Barbell rows with small plates

blopmiyers
blopmiyers Posts: 195 Member
I've finally started the Stronglifts5x5 program and I've run into a small issue.

When performing the barbell row, I have a hard time putting the weight back on the floor as the plates are small so I resort to not to that. Is that alright to do? According to the program the weight has to start on the floor and end there too.

Replies

  • girlinahat
    girlinahat Posts: 2,956 Member
    Can you put blocks under where you would rest the plates/bar to raise it up a bit from the starting point?
  • Lean59man
    Lean59man Posts: 714 Member
    edited March 2018
    You only put it back on the floor after you are done with the set.

    Doing it the Stronglifts way is idiotic.



  • billkansas
    billkansas Posts: 267 Member
    Just don't set it down then. Arnold doesn't.

    He could really pound a golf ball in his day.
  • Erik8484
    Erik8484 Posts: 458 Member
    Pendlay rows start from the ground, while barbell rows generally don't. Pendlay rows provide a greater range of motion (from the grount to touching the sternum), and are more difficult to "cheat" (e.g. by limiting the range of motion or using momentum). Stronglifts prescribes the pendlay row.

    If you want to do pendlay rows, as @girlinahat suggested you should stack something (e.g. plates) below your barbell/plates so that when you rest the barbell/plates on the stack, it is at roughly the same height that it would have been if you were using 45lb plates.
  • TheHobbit2017
    TheHobbit2017 Posts: 96 Member
    Buy some bumper plates.
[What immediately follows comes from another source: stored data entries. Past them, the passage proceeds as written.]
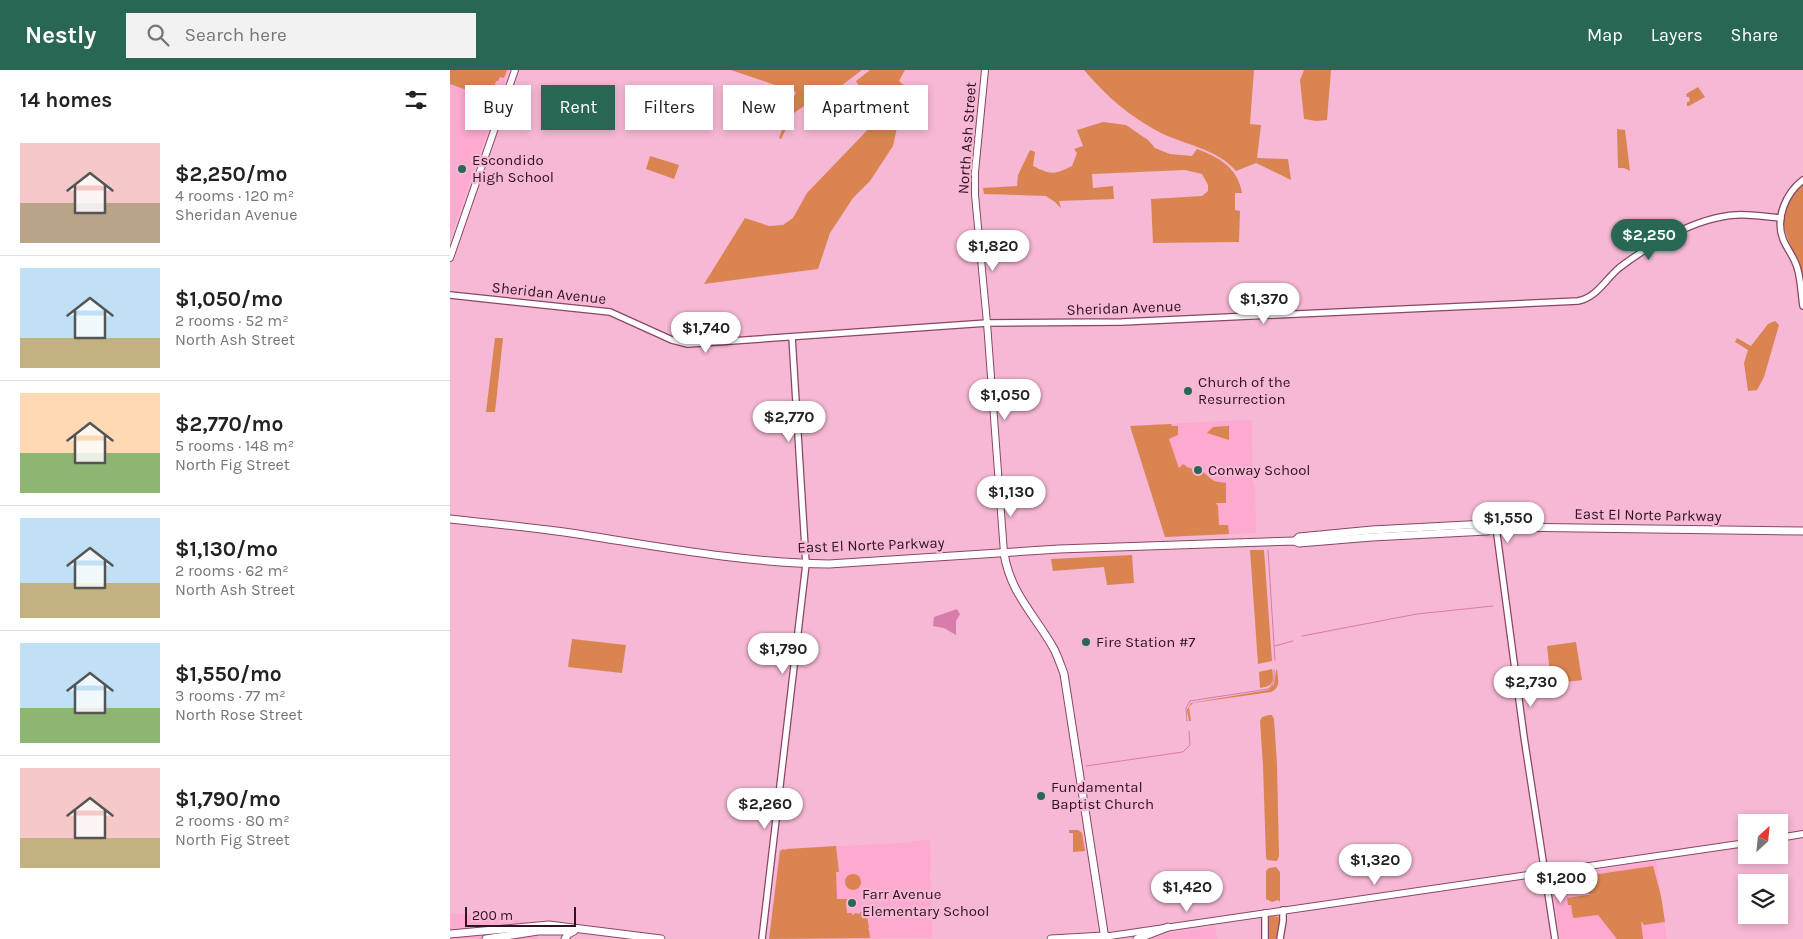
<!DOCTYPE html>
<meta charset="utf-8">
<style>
:root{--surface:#fff;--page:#f2f2f2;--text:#222;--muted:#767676;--line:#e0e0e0;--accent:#286754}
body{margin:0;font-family:Karla,sans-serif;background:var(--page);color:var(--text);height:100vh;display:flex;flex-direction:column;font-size:19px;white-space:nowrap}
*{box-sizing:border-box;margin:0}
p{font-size:16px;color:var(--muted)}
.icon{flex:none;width:28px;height:28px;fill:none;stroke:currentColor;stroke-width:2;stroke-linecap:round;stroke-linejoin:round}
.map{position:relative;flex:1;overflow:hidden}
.side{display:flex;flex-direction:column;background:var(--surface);width:450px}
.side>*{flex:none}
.banner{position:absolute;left:15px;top:15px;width:475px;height:45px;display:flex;gap:10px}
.needle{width:32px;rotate:27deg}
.tools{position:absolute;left:1288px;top:744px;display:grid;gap:10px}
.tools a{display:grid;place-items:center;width:50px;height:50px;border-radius:0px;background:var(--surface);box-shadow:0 2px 8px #0003;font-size:25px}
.scale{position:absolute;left:15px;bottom:12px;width:111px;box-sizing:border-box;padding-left:5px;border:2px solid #2f1321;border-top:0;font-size:14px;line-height:18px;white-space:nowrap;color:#2f1321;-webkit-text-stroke:4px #f6b8d4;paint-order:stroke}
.price{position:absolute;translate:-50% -42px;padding:0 11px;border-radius:18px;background:#fff;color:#222;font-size:16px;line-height:32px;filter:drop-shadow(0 1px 2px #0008)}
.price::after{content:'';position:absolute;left:50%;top:30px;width:15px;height:11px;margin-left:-8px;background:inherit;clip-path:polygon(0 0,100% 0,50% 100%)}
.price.current{background:var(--accent);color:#fff}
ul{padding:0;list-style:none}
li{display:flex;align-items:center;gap:15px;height:125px;padding:0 20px}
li+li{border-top:1px solid var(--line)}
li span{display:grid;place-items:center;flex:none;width:140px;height:100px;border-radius:0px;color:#555}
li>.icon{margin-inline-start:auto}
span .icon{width:60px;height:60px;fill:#fffc;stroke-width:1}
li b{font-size:21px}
h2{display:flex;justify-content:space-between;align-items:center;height:60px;padding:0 20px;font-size:21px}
.chip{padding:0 18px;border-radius:0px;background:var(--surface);box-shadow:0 2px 8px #0003;font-size:18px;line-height:45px}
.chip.current{background:var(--accent);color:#fff}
header{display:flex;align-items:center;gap:30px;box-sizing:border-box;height:70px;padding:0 25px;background:var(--accent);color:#fff}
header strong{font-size:24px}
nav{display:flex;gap:28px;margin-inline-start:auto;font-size:18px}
.search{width:350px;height:45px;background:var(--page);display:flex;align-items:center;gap:12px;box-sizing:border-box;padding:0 18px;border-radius:0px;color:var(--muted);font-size:19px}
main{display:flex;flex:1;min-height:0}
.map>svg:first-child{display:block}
</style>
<header>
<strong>Nestly</strong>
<div class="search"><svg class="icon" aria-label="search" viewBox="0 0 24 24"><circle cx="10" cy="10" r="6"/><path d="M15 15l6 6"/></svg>Search here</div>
<nav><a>Map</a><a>Layers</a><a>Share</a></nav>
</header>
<main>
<section class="side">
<h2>14 homes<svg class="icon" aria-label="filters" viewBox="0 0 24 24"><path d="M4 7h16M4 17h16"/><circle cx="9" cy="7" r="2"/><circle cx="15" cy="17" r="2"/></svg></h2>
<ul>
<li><span style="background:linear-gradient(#f6c9c9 60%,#b9a48a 0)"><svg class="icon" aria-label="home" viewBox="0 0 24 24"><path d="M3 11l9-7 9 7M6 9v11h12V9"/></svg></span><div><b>$2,250/mo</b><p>4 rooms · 120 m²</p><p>Sheridan Avenue</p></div></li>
<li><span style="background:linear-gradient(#bfe0f5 70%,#c2b280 0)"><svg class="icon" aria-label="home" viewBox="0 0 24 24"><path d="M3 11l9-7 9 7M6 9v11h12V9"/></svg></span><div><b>$1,050/mo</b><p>2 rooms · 52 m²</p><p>North Ash Street</p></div></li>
<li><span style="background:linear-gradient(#ffd9b3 60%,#8fb573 0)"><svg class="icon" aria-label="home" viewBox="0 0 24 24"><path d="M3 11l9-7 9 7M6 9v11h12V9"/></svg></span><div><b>$2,770/mo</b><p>5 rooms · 148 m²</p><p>North Fig Street</p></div></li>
<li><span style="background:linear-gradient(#bfe0f5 65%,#c2b280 0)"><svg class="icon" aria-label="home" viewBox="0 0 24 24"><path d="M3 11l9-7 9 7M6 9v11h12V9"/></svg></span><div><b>$1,130/mo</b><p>2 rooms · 62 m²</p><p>North Ash Street</p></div></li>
<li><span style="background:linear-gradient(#bfe0f5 65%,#8fb573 0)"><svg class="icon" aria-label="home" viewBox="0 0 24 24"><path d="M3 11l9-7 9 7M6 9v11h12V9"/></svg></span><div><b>$1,550/mo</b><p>3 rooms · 77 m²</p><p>North Rose Street</p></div></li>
<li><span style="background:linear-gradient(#f6c9c9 70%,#c2b280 0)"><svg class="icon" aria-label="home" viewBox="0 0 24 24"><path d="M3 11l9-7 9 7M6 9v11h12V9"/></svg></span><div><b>$1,790/mo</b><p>2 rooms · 80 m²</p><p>North Fig Street</p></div></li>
</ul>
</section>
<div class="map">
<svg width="1353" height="869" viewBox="0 0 1353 869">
<rect width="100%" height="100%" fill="#f6b8d4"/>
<g fill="#fda9d0">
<path d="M 0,0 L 59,0 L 0,168 Z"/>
<path d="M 795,350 L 802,350 L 803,412 L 805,418 L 806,462 L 803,463 L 715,467 L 680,356 Z"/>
<path d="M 473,770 L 480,771 L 481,801 L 479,805 L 481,812 L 482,868 L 319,869 L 329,782 L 331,779 L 453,773 Z"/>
<path d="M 1206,791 L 1217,869 L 1110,869 L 1102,809 L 1103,807 Z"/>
<path d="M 0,843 L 62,849 L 88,854 L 87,869 L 0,869 Z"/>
<path d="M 765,855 L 767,869 L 699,869 L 712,864 L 757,858 Z"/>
</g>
<g fill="#da8551">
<path d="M 0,0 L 57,0 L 54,8 L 50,7 L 48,11 L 46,11 L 43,19 L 28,24 L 0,14 Z"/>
<path d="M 281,0 L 412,0 L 391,16 L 354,36 L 344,43 L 331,69 L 329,68 L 346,22 Z"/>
<path d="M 420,0 L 455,0 L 449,11 L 456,17 L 448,24 L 449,28 L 454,30 L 448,39 L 449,43 L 448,53 L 443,76 L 420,111 L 403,128 L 380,163 L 368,199 L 254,214 L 295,148 L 319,156 L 333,155 L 343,148 L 357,123 L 429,48 L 406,11 Z"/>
<path d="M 634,0 L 804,0 L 800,54 L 811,55 L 807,88 L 838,89 L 841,110 L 806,93 L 786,101 C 767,79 736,75 711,63 C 680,47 656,26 634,0 Z"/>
<path d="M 854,0 L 881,0 L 877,50 L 866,51 L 854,49 L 850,10 Z"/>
<path d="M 1248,17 L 1255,27 L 1239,36 L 1237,36 L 1237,32 L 1240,31 L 1239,27 L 1237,27 L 1236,24 Z"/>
<path d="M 653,52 L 676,55 L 698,70 L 705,78 L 720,84 L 742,86 L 747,79 C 769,87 788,98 792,123 L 785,123 L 785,140 L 790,141 L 789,172 L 703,173 L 701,129 L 752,126 L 758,121 L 758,115 L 752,104 L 735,100 L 642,104 L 643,118 L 663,116 L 664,129 L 609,131 L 611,138 L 605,132 L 596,126 L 534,124 L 533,118 L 567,116 L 568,105 L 580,80 L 585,82 L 583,96 C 601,105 604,105 622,96 L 627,83 L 624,79 L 633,76 L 627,60 Z"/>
<path d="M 1167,59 L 1175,60 L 1180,101 L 1174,98 L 1168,98 Z"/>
<path d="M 200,86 L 229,95 L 224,109 L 196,99 Z"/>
<path d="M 1353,113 L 1353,208 L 1352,208 C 1349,182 1323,158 1338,131 C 1343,123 1346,118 1353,113 Z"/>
<path d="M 1325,251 L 1329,255 L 1314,307 L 1307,320 L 1298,321 L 1294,293 L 1298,280 L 1285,272 L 1287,268 L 1301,276 L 1318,254 Z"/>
<path d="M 45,268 L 53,268 L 45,342 L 36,342 Z"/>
<path d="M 721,354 L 722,356 L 728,356 L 728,365 L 719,369 L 729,398 L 733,394 C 743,402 745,397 751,401 C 764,409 758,411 776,413 L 776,433 L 766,433 L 768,436 L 769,455 L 778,455 L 779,464 L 715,467 L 680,356 Z"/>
<path d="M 779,356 L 779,370 L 757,363 L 763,357 Z"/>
<path d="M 800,480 L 814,480 L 822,591 L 808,594 Z"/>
<path d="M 682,485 L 684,513 L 657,515 L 654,497 L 603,501 L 601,489 Z"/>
<path d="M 122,569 L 176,575 L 172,603 L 118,597 Z"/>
<path d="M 1126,572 L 1132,610 C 1111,613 1091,612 1070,616 L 1069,609 L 1074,607 L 1100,604 L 1097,576 Z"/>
<path d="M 822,599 C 824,612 824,616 810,618 L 809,602 Z"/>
<path d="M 827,599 C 828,610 831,617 821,622 L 743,633 L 739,637 L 741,651 L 739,651 L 737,640 L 741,633 L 818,620 L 824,614 L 826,601 Z"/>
<path d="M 819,645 L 822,645 L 824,649 L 827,694 L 829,786 L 827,791 L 817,790 L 816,787 L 813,696 L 810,651 L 812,647 Z"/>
<path d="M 619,760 L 628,760 L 632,763 L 635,781 L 623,782 L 623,763 L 619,763 Z"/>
<path d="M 386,776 L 389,802 L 386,802 L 387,829 L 397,829 L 398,834 L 396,834 L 397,843 L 402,843 L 402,845 L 404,844 L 405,843 L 410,844 L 410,842 L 413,842 L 413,844 L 419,842 L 417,846 L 419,857 L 418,859 L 419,860 L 420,868 L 319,869 L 330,781 L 333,779 L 334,780 L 337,779 Z"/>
<path d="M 1203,796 L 1211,826 L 1215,852 L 1194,855 L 1191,851 L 1193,869 L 1167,869 L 1148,845 L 1123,848 L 1121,835 L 1118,835 L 1117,828 L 1145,824 L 1138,824 L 1135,806 Z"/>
<path d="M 826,797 L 830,802 L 830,832 L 828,830 L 822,832 L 816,829 L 816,801 L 819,798 Z"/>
<circle cx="403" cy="812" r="8"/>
<path d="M 821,846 L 831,847 L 828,869 L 817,869 L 817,848 Z"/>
</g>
<path fill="#d87ca9" d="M 507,539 L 510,544 L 506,551 L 506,565 L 494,558 L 483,556 L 484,547 Z"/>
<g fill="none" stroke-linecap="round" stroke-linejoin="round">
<g stroke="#d87ca9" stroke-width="1">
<path d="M 818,480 L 825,590"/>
<path d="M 852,566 L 967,544 L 1043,536"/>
<path d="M 825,576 L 843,571"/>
<path d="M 737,651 L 736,638 L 740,631 L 818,619 C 825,614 824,608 824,600"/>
<path d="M 636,696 L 733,682 L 740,675 L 739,661"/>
</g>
<defs>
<g id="tertiary">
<path d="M 1353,110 C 1336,123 1325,148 1333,169 C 1337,179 1344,187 1347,197 C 1351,209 1351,223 1353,236"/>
<path d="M 0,225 L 160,242 L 222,270 L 238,274 L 537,253 L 672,252 L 1128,231 C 1147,227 1155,210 1169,198 C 1199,175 1247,147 1286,145 C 1301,144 1316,147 1331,148"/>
<path d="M 1046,457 L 1074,667 L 1105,869"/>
<path d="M 815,843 L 815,869"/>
<path d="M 312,869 L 356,494 L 342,267"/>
<path d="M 830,869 L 833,851 L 833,840"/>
</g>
<g id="secondary">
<path d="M 535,0 L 525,102 L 525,125 L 537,253 L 554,483"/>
<path d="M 0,188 L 65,0"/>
<path d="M 1329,768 L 1353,764"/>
<path d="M 654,866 L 660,866 L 1296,773"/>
</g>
<g id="primary">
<path d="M 0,449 C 38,453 76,457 114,462 C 201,475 290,493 379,494 L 609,479 L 845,471 L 849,473 L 922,467 L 1037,461 L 1042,457"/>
<path d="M 845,471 L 849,467 L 922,460 L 1036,454 L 1042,457 L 1052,457 L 1353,461"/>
<path d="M 554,483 C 560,523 585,545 604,579 C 608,587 611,596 614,604 L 655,869"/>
<path d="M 0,864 L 99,855 L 211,869"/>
<path d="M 36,869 L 88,861 L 117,861"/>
<path d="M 115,869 L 118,864 L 124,861"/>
<path d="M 601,869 L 654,866"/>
<path d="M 687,869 L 718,857"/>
</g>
</defs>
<use href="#tertiary" stroke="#894667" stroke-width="8"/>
<use href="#secondary" stroke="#894667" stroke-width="8"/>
<use href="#primary" stroke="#894667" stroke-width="9"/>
<use href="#tertiary" stroke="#fff" stroke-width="5.5"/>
<use href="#secondary" stroke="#fff" stroke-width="6"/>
<use href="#primary" stroke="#fff" stroke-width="7"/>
</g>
<g fill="#286754" stroke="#f6b8d4" stroke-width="2">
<circle cx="12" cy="99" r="5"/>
<circle cx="738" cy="321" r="5"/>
<circle cx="748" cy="400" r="5"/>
<circle cx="636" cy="572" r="5"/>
<circle cx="591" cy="726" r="5"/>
<circle cx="402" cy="833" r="5"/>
</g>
<g text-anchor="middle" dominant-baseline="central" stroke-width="4.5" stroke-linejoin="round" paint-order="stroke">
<g font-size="15" fill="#2f1321" stroke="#f6b8d4">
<text transform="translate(517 68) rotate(-86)">North Ash Street</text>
<text transform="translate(99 223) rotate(6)">Sheridan Avenue</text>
<text transform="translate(674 238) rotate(-2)">Sheridan Avenue</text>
<text transform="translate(1198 445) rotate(1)">East El Norte Parkway</text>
<text transform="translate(421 475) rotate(-2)">East El Norte Parkway</text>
</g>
<g font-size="15" fill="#2f1321" stroke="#f6b8d4" text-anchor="start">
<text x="22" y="90">Escondido<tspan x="22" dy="17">High School</tspan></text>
<text x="748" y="312">Church of the<tspan x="748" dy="17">Resurrection</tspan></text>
<text x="758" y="400">Conway School</text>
<text x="646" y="572">Fire Station #7</text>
<text x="601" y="717">Fundamental<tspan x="601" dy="17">Baptist Church</tspan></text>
<text x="412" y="824">Farr Avenue<tspan x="412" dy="17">Elementary School</tspan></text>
</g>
</g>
</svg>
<div class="tools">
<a><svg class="needle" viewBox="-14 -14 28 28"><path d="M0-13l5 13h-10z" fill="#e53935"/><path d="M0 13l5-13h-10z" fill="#767676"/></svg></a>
<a><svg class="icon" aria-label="layers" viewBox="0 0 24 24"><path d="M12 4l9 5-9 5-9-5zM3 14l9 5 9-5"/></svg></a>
</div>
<div class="scale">200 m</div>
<b class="price current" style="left:1199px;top:191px">$2,250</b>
<b class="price" style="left:543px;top:202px">$1,820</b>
<b class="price" style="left:814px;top:255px">$1,370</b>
<b class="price" style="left:256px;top:284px">$1,740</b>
<b class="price" style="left:555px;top:351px">$1,050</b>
<b class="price" style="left:339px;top:373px">$2,770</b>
<b class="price" style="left:561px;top:448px">$1,130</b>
<b class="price" style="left:1058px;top:474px">$1,550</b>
<b class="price" style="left:333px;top:605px">$1,790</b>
<b class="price" style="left:1081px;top:638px">$2,730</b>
<b class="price" style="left:315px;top:760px">$2,260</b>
<b class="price" style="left:925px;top:816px">$1,320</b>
<b class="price" style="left:1111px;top:834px">$1,200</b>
<b class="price" style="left:737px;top:843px">$1,420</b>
<div class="banner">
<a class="chip">Buy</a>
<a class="chip current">Rent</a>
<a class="chip">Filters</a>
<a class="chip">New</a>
<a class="chip">Apartment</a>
</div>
</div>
</main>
I have some 5kg ones which lift the bar off the ground much more than standard weights
  • ricka1962
    ricka1962 Posts: 84 Member
    If you doing rows you working back. Best thing is to ensure you activate the lat by letting stretch before you row. This is where pulling from floor comes in. That being said, if you are getting the stretch before the bar is all the way to the floor, you don't need to literally lift off the floor. Use blocks to raise the bar just ensure that during your reps your getting that lat stretch activation on the eccentric part of the move.